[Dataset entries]
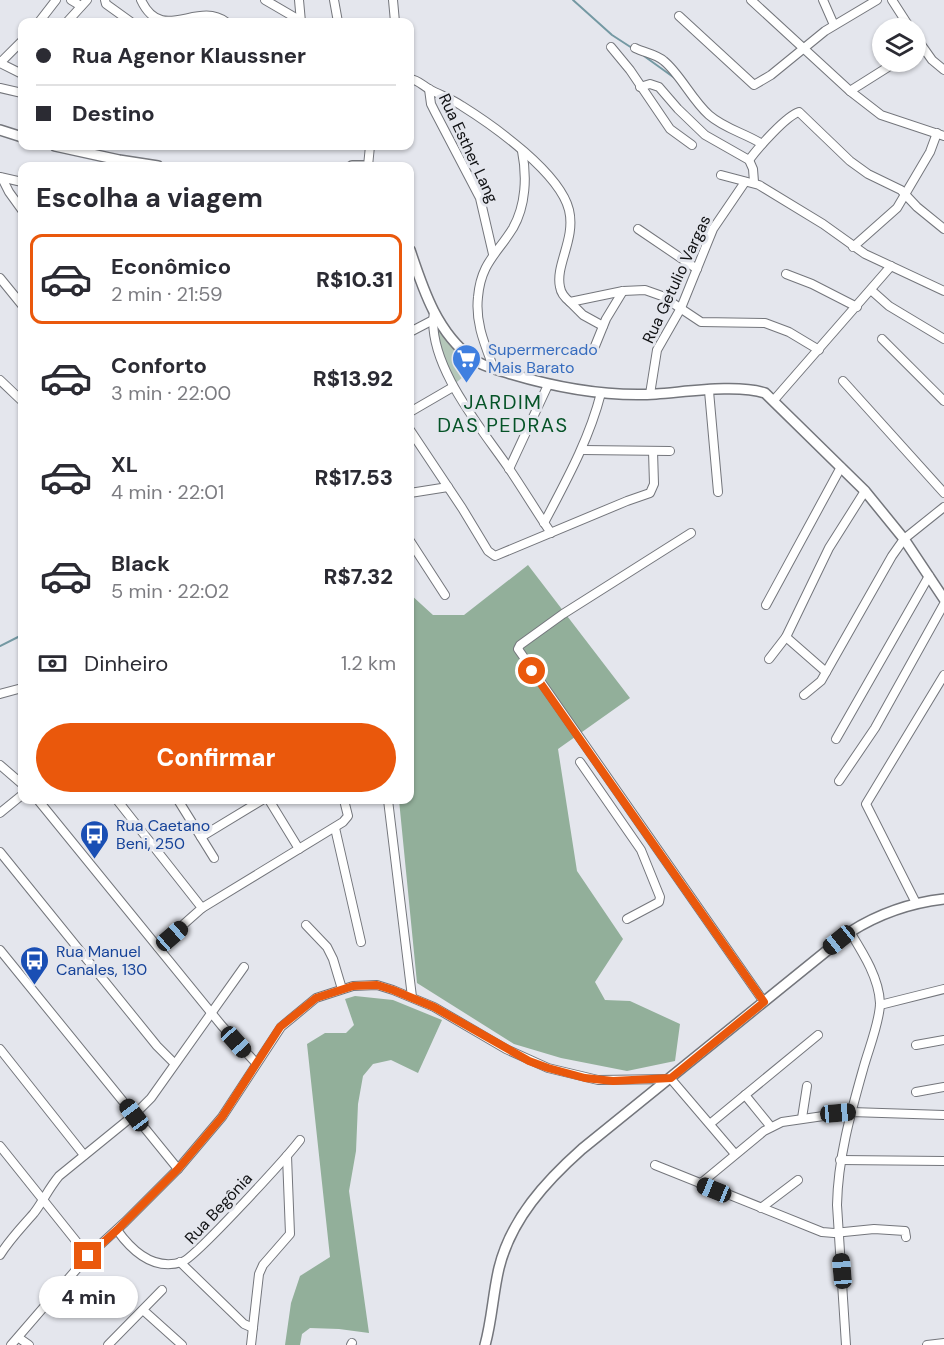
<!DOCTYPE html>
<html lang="pt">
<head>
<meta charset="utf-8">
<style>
  body { margin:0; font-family:"DM Sans",sans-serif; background:#f7f7f7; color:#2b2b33; height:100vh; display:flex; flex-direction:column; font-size:22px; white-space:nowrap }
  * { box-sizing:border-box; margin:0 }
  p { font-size:20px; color:#7c7c81 }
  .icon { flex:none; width:33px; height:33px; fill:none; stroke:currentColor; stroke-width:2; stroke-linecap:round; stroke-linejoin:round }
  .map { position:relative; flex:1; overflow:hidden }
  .side { position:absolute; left:18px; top:162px; width:396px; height:642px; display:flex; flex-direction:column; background:#fff; border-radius:12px; box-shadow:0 2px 4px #0004 }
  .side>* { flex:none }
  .banner { position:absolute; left:18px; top:18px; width:396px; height:132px; border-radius:12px; box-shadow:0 2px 4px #0004; display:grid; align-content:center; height:132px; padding:0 18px; background:#fff }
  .controls { position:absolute; left:872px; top:18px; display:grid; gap:12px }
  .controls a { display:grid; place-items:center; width:54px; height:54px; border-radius:50%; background:#fff; box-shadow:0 2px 4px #0004; font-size:30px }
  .end { position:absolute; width:27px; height:27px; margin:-14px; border:8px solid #ea580c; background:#fff; box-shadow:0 0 0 3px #fff }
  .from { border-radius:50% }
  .bubble { position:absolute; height:42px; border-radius:21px; background:#fff; box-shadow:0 2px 4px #0004; font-size:20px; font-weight:800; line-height:42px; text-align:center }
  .car { position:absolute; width:18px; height:36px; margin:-18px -9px; border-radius:8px; box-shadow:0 0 4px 2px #0007; background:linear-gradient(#222 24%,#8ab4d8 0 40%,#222 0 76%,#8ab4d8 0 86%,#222 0) }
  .banner b { display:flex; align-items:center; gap:21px; height:57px; font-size:22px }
  .banner b+b { border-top:2px solid #e1e1e2 }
  .banner i { width:15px; height:15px; background:#2b2b33 }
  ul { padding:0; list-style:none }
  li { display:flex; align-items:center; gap:18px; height:90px; margin:0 12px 9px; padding:0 6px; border:3px solid transparent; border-radius:12px }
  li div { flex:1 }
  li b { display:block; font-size:22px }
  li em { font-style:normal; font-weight:800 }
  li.current { border-color:#ea580c }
  li>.icon { width:54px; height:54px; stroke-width:1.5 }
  h2 { padding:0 18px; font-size:27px; line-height:72px }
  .pay { display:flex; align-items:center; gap:15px; height:66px; padding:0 18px; font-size:22px }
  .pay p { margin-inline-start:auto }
  .cta { display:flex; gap:12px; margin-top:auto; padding:12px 18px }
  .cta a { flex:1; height:69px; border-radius:36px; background:#ea580c; color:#fff; font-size:24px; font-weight:800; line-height:69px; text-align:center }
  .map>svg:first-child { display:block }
  .green { fill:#b4c7b9 }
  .forest { fill:#92af9a }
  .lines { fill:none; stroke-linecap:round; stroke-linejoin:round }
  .stream { stroke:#7499a3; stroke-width:2 }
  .minor-casing { stroke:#74767c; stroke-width:10 }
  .major-casing { stroke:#74767c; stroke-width:12 }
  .minor { stroke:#fff; stroke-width:8 }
  .major { stroke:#fff; stroke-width:9 }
  .route { stroke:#ea580c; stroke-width:8 }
  .labels { text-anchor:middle; stroke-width:6; stroke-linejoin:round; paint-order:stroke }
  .street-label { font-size:16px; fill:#101113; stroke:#e4e6ed }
  .shop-label { font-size:16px; fill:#366cbe; stroke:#e4e6ed; text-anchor:start }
  .transit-label { font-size:16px; fill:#164399; stroke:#e4e6ed; text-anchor:start }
  .quarter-label { font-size:20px; letter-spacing:1.5px; fill:#055327; stroke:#e4e6ed }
</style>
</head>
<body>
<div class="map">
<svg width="944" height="1345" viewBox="0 0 944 1345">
  <rect width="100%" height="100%" fill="#e4e6ed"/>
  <polygon class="green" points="435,323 477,366 453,385 444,364"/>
  <g class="forest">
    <polygon points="528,565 630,698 558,749 577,871 623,939 595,982 605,1000 630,1001 680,1024 675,1061 627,1071 561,1058 514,1044 417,983 399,800 410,800 410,594 433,615 464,615"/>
    <polygon points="355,996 393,1000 442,1020 418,1073 391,1060 373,1064 363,1076 358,1104 356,1151 349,1191 369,1333 339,1329 310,1328 302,1334 300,1345 285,1345 291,1303 300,1276 330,1257 307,1044 325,1033 346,1033 354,1025 345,999"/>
  </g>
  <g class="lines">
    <g class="stream">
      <polyline points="573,0 612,35 632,48"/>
      <polyline points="644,56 676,79"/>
      <polyline points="0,646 22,635"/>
    </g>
    <defs>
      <g id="minor">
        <polyline points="71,0 81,6"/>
        <polyline points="105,0 106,4 131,22"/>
        <path d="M141,0C162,45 197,0 226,22"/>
        <polyline points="265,0 301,21"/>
        <polyline points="299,0 301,22"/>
        <polyline points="334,0 338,22"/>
        <polyline points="393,0 395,22"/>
        <polyline points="751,0 850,91 881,115 944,136"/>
        <polyline points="823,0 834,25"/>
        <polyline points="892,0 910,28"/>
        <polyline points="679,16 754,85 771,75 825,31 877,0"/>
        <polyline points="39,22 56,0"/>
        <polyline points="67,22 87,0"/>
        <polyline points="915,36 932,60 944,70"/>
        <polyline points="22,41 0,63 22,74"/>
        <polyline points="611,47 630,70 670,129 692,145"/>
        <path d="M635,48C645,53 656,54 664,61C680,74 692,100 709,115C725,129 745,133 762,144"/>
        <path d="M410,79C418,80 422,85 429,89C440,95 452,99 462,106C494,126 560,173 569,210C576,239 555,265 560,287C561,294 565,298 570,302L623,291L645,290L662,296L701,322L765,323L789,332L819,350"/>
        <polyline points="640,87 650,84 659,87 678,109 705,135 749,160 753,169 754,182"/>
        <polyline points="0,88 22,93"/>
        <polyline points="429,89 431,104 435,112 480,198 493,254"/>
        <polyline points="850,91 896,62"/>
        <path d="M749,160C758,148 786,116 799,112L850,161L868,174L901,190L917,207L944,229"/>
        <polyline points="368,166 370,146"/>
        <polyline points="721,175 759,185 823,224 865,254 944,291"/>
        <polyline points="0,177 22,182"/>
        <polyline points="2,178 9,192 22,210"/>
        <polyline points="638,229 697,269"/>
        <polyline points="853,247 897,208 930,152 937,133"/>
        <polyline points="786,274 812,284 857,307"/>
        <polyline points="0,278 22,305"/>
        <polyline points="871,290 889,306 944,339"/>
        <polyline points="570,302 583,315 603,326"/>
        <path d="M434,312C426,363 481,428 508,467C523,489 536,511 551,533"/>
        <polyline points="410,332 433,320"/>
        <polyline points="882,339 944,401"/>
        <polyline points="593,351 606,319 623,291"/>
        <path d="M494,369C485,345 475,323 478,297C481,263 497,254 513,228C526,205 527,176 522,151"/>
        <polyline points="0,380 22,401"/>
        <polyline points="843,381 944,493"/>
        <polyline points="709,391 718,492"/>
        <polyline points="650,394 657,350 681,308 713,229 745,182"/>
        <polyline points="774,400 891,266"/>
        <polyline points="410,412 453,387"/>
        <polyline points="410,430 462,508 488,551 495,556 627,501 650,493 654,484 653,451"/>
        <polyline points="582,450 670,451"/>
        <polyline points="509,469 548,385"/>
        <polyline points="410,493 448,487"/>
        <path d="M544,523C566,481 589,440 601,393"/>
        <polyline points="691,533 563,614 520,645 518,649 764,1002"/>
        <polyline points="410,541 445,595"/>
        <polyline points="766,605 841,467"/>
        <polyline points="786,637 826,672"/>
        <polyline points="769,659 786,637 829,548 865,491"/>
        <polyline points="0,694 22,688"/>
        <polyline points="804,695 821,681 892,556 904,539 944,507"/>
        <polyline points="836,739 929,576"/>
        <polyline points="580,762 641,850 660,897 659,902 627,919"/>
        <polyline points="0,765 22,784"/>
        <polyline points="839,781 875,728 944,604"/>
        <polyline points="38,800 222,1026 256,1063"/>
        <polyline points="117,800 202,908 158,947"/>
        <polyline points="178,800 214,858"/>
        <polyline points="269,800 299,849"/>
        <polyline points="388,800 412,997"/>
        <polyline points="0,813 22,795"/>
        <polyline points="335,828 361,942"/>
        <polyline points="201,837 262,800"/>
        <polyline points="0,852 157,1046 174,1063"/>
        <polyline points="916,903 866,804 944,675"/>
        <polyline points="202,908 343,822 348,816 344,800"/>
        <polyline points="306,925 327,947 333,959 342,989"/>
        <polyline points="0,950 178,1169"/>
        <polyline points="880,1005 944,989"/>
        <polyline points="916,1045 944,1040"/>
        <polyline points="0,1049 84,1155"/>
        <polyline points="916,1092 944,1087"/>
        <polyline points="745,1095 771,1127"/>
        <polyline points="802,1118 807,1086"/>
        <polyline points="711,1123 818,1035"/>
        <polyline points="0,1146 88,1256"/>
        <polyline points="840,1160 944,1161"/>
        <polyline points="655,1165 822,1232 834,1233 874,1229 905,1231 906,1237"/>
        <polyline points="700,1184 764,1131 782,1122 851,1112 944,1115"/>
        <polyline points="761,1208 798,1180"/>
        <path d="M117,1230C132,1251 154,1271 182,1262C195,1258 287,1157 300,1140"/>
        <path d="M0,1255C10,1239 22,1227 34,1213C43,1201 49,1188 59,1176L134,1115L151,1098L244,967"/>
        <polyline points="180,1262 244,1324 253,1328"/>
        <polyline points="143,1310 182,1345"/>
        <polyline points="19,1338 29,1345"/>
        <polyline points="11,1345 88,1256 125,1222 178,1169 222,1117 281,1027 316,998 353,986 377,985 393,990 434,1007 506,1049 548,1068 598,1080 671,1079 735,1154"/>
        <polyline points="108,1345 162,1290"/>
        <polyline points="251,1345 259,1274 263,1265 290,1234 287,1156"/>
        <polyline points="351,1345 352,1343"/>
        <path d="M846,1345L837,1205C838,1157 851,1112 864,1066C869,1048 880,1021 880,1003C879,978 863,953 850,932"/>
        <polyline points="927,1345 944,1343"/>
      </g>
      <g id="major">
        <polyline points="0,130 22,137"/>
        <polyline points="55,146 119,160 158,166"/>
        <polyline points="352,166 364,166"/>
        <path d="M410,250C423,289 437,333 473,359C483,367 499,370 511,374C558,388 606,397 656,394C686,392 737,384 765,393L865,491L904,539L944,599"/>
        <path d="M485,1345C492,1320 493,1293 499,1268C511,1219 546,1181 582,1149L850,932C880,913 909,903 944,899"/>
      </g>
    </defs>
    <use href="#minor" class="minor-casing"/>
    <use href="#major" class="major-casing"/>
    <use href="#minor" class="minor"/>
    <use href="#major" class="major"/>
  </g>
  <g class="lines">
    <polyline class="route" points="88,1256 117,1230 178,1169 222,1117 280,1027 316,998 353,986 377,985 393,990 434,1007 529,1061 548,1068 585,1078 613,1081 671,1078 764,1002 532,671"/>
  </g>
  <defs>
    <symbol id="supermarket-pin" viewBox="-11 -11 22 30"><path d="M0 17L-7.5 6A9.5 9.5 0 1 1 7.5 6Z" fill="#3f7fe0" stroke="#e4e6ed"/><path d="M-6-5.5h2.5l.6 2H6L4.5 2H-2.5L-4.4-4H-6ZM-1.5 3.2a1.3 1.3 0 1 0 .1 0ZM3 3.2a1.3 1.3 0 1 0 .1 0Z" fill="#fff"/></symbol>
    <symbol id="bus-pin" viewBox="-11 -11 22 30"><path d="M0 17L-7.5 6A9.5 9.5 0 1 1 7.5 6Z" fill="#1a4fb4" stroke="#e4e6ed"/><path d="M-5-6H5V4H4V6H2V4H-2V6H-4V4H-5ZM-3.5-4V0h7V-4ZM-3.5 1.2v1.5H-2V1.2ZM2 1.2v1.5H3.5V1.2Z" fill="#fff"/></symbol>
  </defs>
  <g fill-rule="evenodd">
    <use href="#supermarket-pin" x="450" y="342" width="33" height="45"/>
    <use href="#bus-pin" x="78" y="818" width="33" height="45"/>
    <use href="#bus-pin" x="18" y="944" width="33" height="45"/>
  </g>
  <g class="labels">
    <g class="street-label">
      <text transform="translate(469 148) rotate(65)" y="6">Rua Esther Lang</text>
      <text transform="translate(676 279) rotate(-65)" y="6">Rua Getulio Vargas</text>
      <text transform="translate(218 1208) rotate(-47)" y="6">Rua Begônia</text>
    </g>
    <g class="shop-label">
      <text x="488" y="355">Supermercado<tspan x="488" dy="18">Mais Barato</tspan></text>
    </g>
    <g class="transit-label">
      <text x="116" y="831">Rua Caetano<tspan x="116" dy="18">Beni, 250</tspan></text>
      <text x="56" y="957">Rua Manuel<tspan x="56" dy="18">Canales, 130</tspan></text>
    </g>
    <g class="quarter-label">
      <text x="503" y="409">JARDIM<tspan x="503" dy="23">DAS PEDRAS</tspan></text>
    </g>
  </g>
</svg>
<div class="controls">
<a><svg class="icon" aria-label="layers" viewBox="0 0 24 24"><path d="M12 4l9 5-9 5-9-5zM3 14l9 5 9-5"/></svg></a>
</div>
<i class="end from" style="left:532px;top:671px"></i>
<i class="end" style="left:88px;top:1256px"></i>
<div class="bubble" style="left:39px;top:1276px;width:99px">4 min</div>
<i class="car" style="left:172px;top:936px;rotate:49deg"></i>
<i class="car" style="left:839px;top:940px;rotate:231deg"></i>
<i class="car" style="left:236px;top:1042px;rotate:138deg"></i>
<i class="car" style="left:838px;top:1113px;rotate:85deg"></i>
<i class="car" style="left:134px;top:1115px;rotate:323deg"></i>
<i class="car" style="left:714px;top:1190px;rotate:292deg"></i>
<i class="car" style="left:842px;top:1271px;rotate:355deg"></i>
<div class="banner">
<b><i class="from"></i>Rua Agenor Klaussner</b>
<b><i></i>Destino</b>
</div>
<section class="side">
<h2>Escolha a viagem</h2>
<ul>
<li class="current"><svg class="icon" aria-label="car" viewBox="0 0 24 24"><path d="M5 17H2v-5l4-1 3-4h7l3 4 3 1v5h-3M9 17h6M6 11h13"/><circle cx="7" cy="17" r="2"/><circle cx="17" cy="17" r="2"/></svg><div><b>Econômico</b><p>2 min · 21:59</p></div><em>R$10.31</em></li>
<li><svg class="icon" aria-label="car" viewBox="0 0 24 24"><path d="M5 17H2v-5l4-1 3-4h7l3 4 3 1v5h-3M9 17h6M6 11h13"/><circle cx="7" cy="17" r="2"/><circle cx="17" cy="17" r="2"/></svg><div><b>Conforto</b><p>3 min · 22:00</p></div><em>R$13.92</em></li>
<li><svg class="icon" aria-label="car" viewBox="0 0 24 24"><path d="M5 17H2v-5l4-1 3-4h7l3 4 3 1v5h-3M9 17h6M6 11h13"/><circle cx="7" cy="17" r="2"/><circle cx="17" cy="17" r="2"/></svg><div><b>XL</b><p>4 min · 22:01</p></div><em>R$17.53</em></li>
<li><svg class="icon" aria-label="car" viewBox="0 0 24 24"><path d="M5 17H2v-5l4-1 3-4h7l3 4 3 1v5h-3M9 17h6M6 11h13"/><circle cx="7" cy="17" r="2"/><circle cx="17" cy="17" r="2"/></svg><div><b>Black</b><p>5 min · 22:02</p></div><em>R$7.32</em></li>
</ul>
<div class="pay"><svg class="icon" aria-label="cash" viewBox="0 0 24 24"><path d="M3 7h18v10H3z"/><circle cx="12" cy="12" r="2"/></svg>Dinheiro<p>1.2 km</p></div>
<div class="cta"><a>Confirmar</a></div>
</section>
</div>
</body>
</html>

» **Try it**:
From the records above, retype only the lines starting at the line that contains "position:absolute; width:27px; height:27px;" and ending at the line that contains "position:absolute; width:18px; height:36px;", both included.

» **Response for this exercise**:
  .end { position:absolute; width:27px; height:27px; margin:-14px; border:8px solid #ea580c; background:#fff; box-shadow:0 0 0 3px #fff }
  .from { border-radius:50% }
  .bubble { position:absolute; height:42px; border-radius:21px; background:#fff; box-shadow:0 2px 4px #0004; font-size:20px; font-weight:800; line-height:42px; text-align:center }
  .car { position:absolute; width:18px; height:36px; margin:-18px -9px; border-radius:8px; box-shadow:0 0 4px 2px #0007; background:linear-gradient(#222 24%,#8ab4d8 0 40%,#222 0 76%,#8ab4d8 0 86%,#222 0) }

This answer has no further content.